In some more general cases, MATCH3D gives more than one solution for a given pair of structures. Some of them may be partially correct. The first choice of solution is usually the one with the largest number of matched C-beta atoms and smallest rms deviation.
Bron, C. & Kerbosch J. (1973). Algorithm 457, finding all cliques of an undirected graph.
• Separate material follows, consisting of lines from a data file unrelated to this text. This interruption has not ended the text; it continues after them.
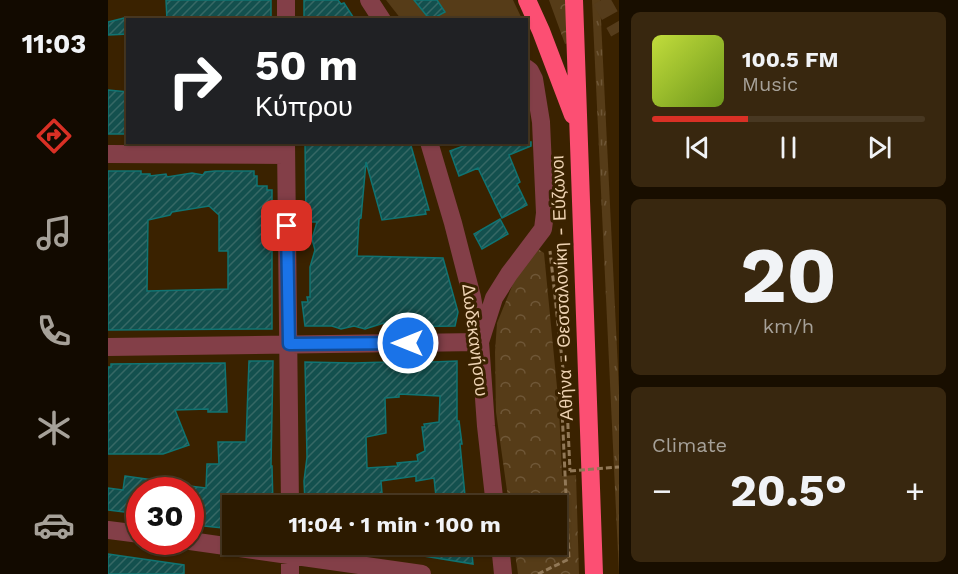 <!DOCTYPE html>
<html lang="en">
<head>
<meta charset="utf-8">
<style>
	:root { --surface:#2c1a00; --page:#38270f; --text:#f1f3f6; --muted:#a6a199; --line:#483822; --accent:#d93025 }
	body { margin:0; font-family:"Work Sans",sans-serif; background:var(--page); color:var(--text); height:100vh; display:flex; flex-direction:column; font-size:22px; white-space:nowrap }
	* { box-sizing:border-box; margin:0 }
	p { font-size:20px; color:var(--muted) }
	.icon { flex:none; width:33px; height:33px; fill:none; stroke:currentColor; stroke-width:2; stroke-linecap:round; stroke-linejoin:round }
	.map { position:relative; flex:1; overflow:hidden }
	.side { display:flex; flex-direction:column; gap:12px; padding:12px; background:#180e00; width:339px }
	.side>* { flex:none }
	.hud { position:absolute; left:18px; top:18px; width:402px; height:126px; border-radius:0px; box-shadow:0 2px 4px #0004,0 0 0 2px var(--line); background:#202124; color:#fff; overflow:hidden }
	.speed { position:absolute; left:18px; top:477px; display:flex; gap:12px; font-size:30px; font-weight:700; text-align:center }
	.speed>* { display:grid; place-content:center; width:78px; height:78px; border-radius:50%; background:var(--surface); box-shadow:0 2px 4px #0004,0 0 0 2px var(--line); line-height:1 }
	.speed .limit { border:9px solid #d22; background:#fff; color:#111 }
	.pin { position:absolute; display:grid; place-items:center; width:51px; height:51px; color:#fff; margin:-26px; border-radius:12px; box-shadow:0 3px 9px #0006 }
	.me { position:absolute; width:66px; margin:-33px; rotate:270deg; stroke-linejoin:round; filter:drop-shadow(0 0 4px #0008) }
	.turn { display:flex; align-items:center; gap:21px; height:126px; padding:0 30px; font-size:27px }
	.turn .icon { width:78px; height:78px; stroke-width:2.5 }
	.turn b { display:block; font-size:42px; line-height:51px }
	.big { font-size:45px; font-weight:700; line-height:1.1 }
	.side .card { flex:1; display:flex; flex-direction:column; justify-content:center; gap:9px; min-width:0; padding:0 21px; border-radius:9px; background:var(--page) }
	.side .dial { align-items:center; gap:0 }
	.dial b { font-size:78px; line-height:1 }
	.song { display:flex; align-items:center; gap:18px }
	.cover { width:72px; height:72px; border-radius:9px; background:linear-gradient(135deg,hsl(70 70% 55%),hsl(80 70% 35%)) }
	.played { height:6px; border-radius:3px; background:linear-gradient(90deg,var(--accent) 35%,var(--line) 35%) }
	.keys { display:flex; justify-content:space-around; direction:ltr }
	.heat { display:flex; justify-content:space-between; align-items:center; font-size:33px; direction:ltr }
	.trip { position:absolute; left:114px; top:495px; width:345px; height:60px; border-radius:0px; background:var(--surface); box-shadow:0 2px 4px #0004,0 0 0 2px var(--line); font-weight:700; line-height:60px; text-align:center }
	main { display:flex; flex:1; min-height:0 }
	.tab-bar { display:flex; flex-direction:column; width:108px; justify-content:space-around; align-items:center; background:#120a00; color:var(--muted) }
	.tab-bar .icon { width:42px; height:42px }
	.tab-bar .on { color:var(--accent) }
	.tab-bar b { font-size:27px; color:var(--text) }
	.map>svg:first-child { display:block }
</style>
</head>
<body>
<main>
<nav class="tab-bar">
<b>11:03</b>
<svg class="icon on" aria-label="directions" viewBox="0 0 24 24"><path d="M12 3l9 9-9 9-9-9zM9 14v-3h6M13 9l2 2-2 2"/></svg>
<svg class="icon" aria-label="music" viewBox="0 0 24 24"><path d="M9 18V5l10-2v13"/><circle cx="6" cy="18" r="3"/><circle cx="16" cy="16" r="3"/></svg>
<svg class="icon" aria-label="phone" viewBox="0 0 24 24"><path d="M5 4h4l2 5-3 2q2 4 5 5l2-3 5 2v4C11 20 4 13 5 4z"/></svg>
<svg class="icon" aria-label="climate" viewBox="0 0 24 24"><path d="M12 3v18M4 7l16 10M4 17L20 7"/></svg>
<svg class="icon" aria-label="car" viewBox="0 0 24 24"><path d="M5 17H2v-5l4-1 3-4h7l3 4 3 1v5h-3M9 17h6M6 11h13"/><circle cx="7" cy="17" r="2"/><circle cx="17" cy="17" r="2"/></svg>
</nav>
<div class="map">
<svg width="511" height="574" viewBox="0 0 511 574">
	<defs>
		<pattern id="grass-tufts" width="24" height="20" patternUnits="userSpaceOnUse" patternTransform="scale(1.5)"><rect width="24" height="20" fill="#563c18"/><path d="M3 7l-1-3M5 7V3M7 7l1-3M15 17l-1-3M17 17v-4M19 17l1-3" fill="none" stroke="#6f5737"/></pattern>
		<pattern id="park-crowns" width="20" height="18" patternUnits="userSpaceOnUse" patternTransform="scale(1.5)"><rect width="20" height="18" fill="#563c18"/><path d="M2 6a3 3 0 1 1 6 0M12 15a3 3 0 1 1 6 0" fill="none" stroke="#6f5737"/></pattern>
		<pattern id="building-hatch" width="6" height="6" patternUnits="userSpaceOnUse" patternTransform="scale(1.5)"><rect width="6" height="6" fill="#13504e"/><path d="M-1 1l2-2M0 6l6-6M5 7l2-2" fill="none" stroke="#366865"/></pattern>
	</defs>
	<rect width="100%" height="100%" fill="#3a2200"/>
	<path fill="url(#grass-tufts)" d="M484 0H492L511 390V574Z"/>
	<path fill="url(#park-crowns)" d="M441 0H458L460 43 457 44Z
		M430 249 436 253 451 408 454 476 468 475 471 574H410L406 545 448 544V506L401 505 388 412 387 352 389 323 407 279Z"/>
	<path fill="#563c18" d="M278 0H405L414 19H293Z"/>
	<path fill="url(#building-hatch)" stroke="#107472" stroke-width="1.5" fill-rule="evenodd" d="M58 0H163V20H59Z
		M196 0H230L233 4 236 3 247 20H196Z
		M306 0H329L337 12 326 18 319 16Z
		M20 17V34L0 35V22Z
		M0 90 20 92V134H0Z
		M197 142H302L321 210H317L318 214 274 220 258 162 253 218 251 219 249 256 335 258 350 312 347 326 277 327 276 323 257 329 246 326 233 329 224 326H197L194 302H200L199 297H202V267L207 250 204 239 209 222H198Z
		M366 142H423V146L401 155 412 182 409 184 419 205 394 218 370 168 351 176 342 151Z
		M0 171H33V174H42V176L58 174 59 177 84 173 95 175 97 172 107 171H146V176H149V186H159V190H164V329L0 330ZM101 206 111 215V251H120V289L39 291 40 220 62 215 64 212Z
		M392 219 400 234 374 249 366 234Z
		M280 360H296L297 363 349 361V421H351L354 444H352L358 506H329L326 478 308 481V476L273 481 275 506H200V502H197L196 481 199 457 197 362 246 363 280 362ZM291 394 332 396 331 422 316 424 317 427H314L317 451 309 455 310 461 289 463 290 466 259 468 258 437 278 433 277 398 291 397Z
		M141 361H165L163 466H164L165 506H124V529L87 525V522H82V486L98 488 99 464H111L110 442H138Z
		M117 363 119 412H100V409L67 410 81 445 55 454H0V367H3V364Z
		M17 476 59 482V490H32V514L0 510V488L15 490Z
		M298 544H363L365 564 298 553Z
		M0 554 76 565V574H0Z"/>
	<g fill="none" stroke-linecap="round" stroke-linejoin="round">
		<path stroke="#553c1b" stroke-width="18" stroke-dasharray="18 9" stroke-linecap="butt" d="M493 0 511 32"/>
		<path stroke="#917857" stroke-width="3" stroke-dasharray="6 3" stroke-linecap="butt" d="M459 405 462 471
			M430 574 461 559 454 410 459 405 442 251"/>
		<path stroke="#833f48" stroke-width="18" d="M261 0 274 20
			M178 20V0
			M178 142 182 506
			M321 142 345 223 364 297 372 342 378 426 387 506
			M0 154 178 155
			M0 347 372 342 386 298 401 274 435 229 437 213 433 122 426 79 422 71 418 68
			M0 530 32 534
			M82 541 314 574
			M392 544 395 574
			M182 574V544"/>
		<path stroke="#fc4f73" stroke-width="18" d="M419 0 433 31 465 115
			M466 0 486 574"/>
		<path stroke="#917857" stroke-width="3" stroke-dasharray="6 3" stroke-linecap="butt" d="M462 471 511 467"/>
	</g>
	<g fill="none" stroke-linecap="round" stroke-linejoin="round">
		<defs>
			<path id="route" d="M179 226 181 344 300 343"/>
		</defs>
		<use href="#route" stroke="#114b97" stroke-width="15"/>
		<use href="#route" stroke="#1a73e8" stroke-width="10"/>
	</g>
	<g text-anchor="middle" stroke-width="6" stroke-linejoin="round" paint-order="stroke">
		<g font-size="18" fill="#edd2b2" stroke="#3a2200">
			<text transform="translate(454 288) rotate(-92)" y="6">Αθήνα - Θεσσαλονίκη - Εύζωνοι</text>
			<text transform="translate(367 340) rotate(83)" y="6">Δωδεκανήσου</text>
		</g>
	</g>
</svg>
<div class="speed"><div class="limit">30</div></div>
<div class="pin" style="left:179px;top:226px;background:#d93025"><svg class="icon" aria-label="arrive" viewBox="0 0 24 24"><path d="M6 21V4h12l-3 4 3 4H6"/></svg></div>
<svg class="me" style="left:300px;top:343px" viewBox="-20 -20 40 40"><circle r="17" fill="#1a73e8" stroke="#fff" stroke-width="3"/><path d="M0-11L8 9 0 5-8 9z" fill="#fff"/></svg>
<div class="trip">11:04 · 1 min · 100 m</div>
<div class="hud">
<div class="turn"><svg class="icon" aria-label="right" viewBox="0 0 24 24"><path d="M7 20v-9h11M14 6l5 5-5 5"/></svg><div><b>50 m</b>Κύπρου</div></div>
</div>
</div>
<section class="side">
<div class="card">
<div class="song"><i class="cover"></i><div><b>100.5 FM</b><p>Music</p></div></div>
<div class="played"></div>
<div class="keys"><svg class="icon" aria-label="previous" viewBox="0 0 24 24"><path d="M18 5L8 12l10 7zM5 5v14"/></svg><svg class="icon" aria-label="pause" viewBox="0 0 24 24"><path d="M8 5v14M16 5v14"/></svg><svg class="icon" aria-label="next" viewBox="0 0 24 24"><path d="M6 5l10 7-10 7zM19 5v14"/></svg></div>
</div>
<div class="card dial"><b>20</b><p>km/h</p></div>
<div class="card"><p>Climate</p>
<div class="heat"><a>−</a><b class="big">20.5°</b><a>+</a></div>
</div>
</section>
</main>
</body>
</html>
Commum. A.C.M 16, 575-577.
Evans, P. R. (1991). The CCP4 package program. Crystallographic Computing 5, Edited by Moras, et al. Oxford Science Publications.
Grindley, H. M., et al. (1993). Identification of tertiary structure resemblance in proteins using a maximal common subgraph isomorphosim algorithm. J. Mol. Biol. 229, 707-721.
Holm, L. and Sander, C. (1993). Protein Structure Comparison by Alignment of Distance Matrices. J. Mol. Biol. 233, 123-138.
Jacobson, R. H., Zhang X-J. Dubose, R. F. and Matthews, B. W. (1994). Three-dimensional Structure of beta-galactosidase from E. coli. Nature, vol 369, 761-766.
Kabsch, W. and Sander, C. (1983). Dictionary of Protein Secondary Structure: Pattern Recognition of Hydrogen_bonded and Geometrical Features. Biopolymers, Vol. 22, 2577- 2637.
Matthews, B. W. & Rossman, M. G. (1985). Methods enzymol. 115, 397-420.
Mclachlan (1979). J. Mol. Biol. 128, 49-79.
Orengo, C. A., Jones, D. T. and Thornton, J. M. (1994). Protein Superfamilies and Domain Superfolds. Nature, Vol. 372, 631-634.
Taylor W. R. and Orengo C. A. (1989). Protein Structure Alignment. J. Mol. Biol. 208, 1- 22.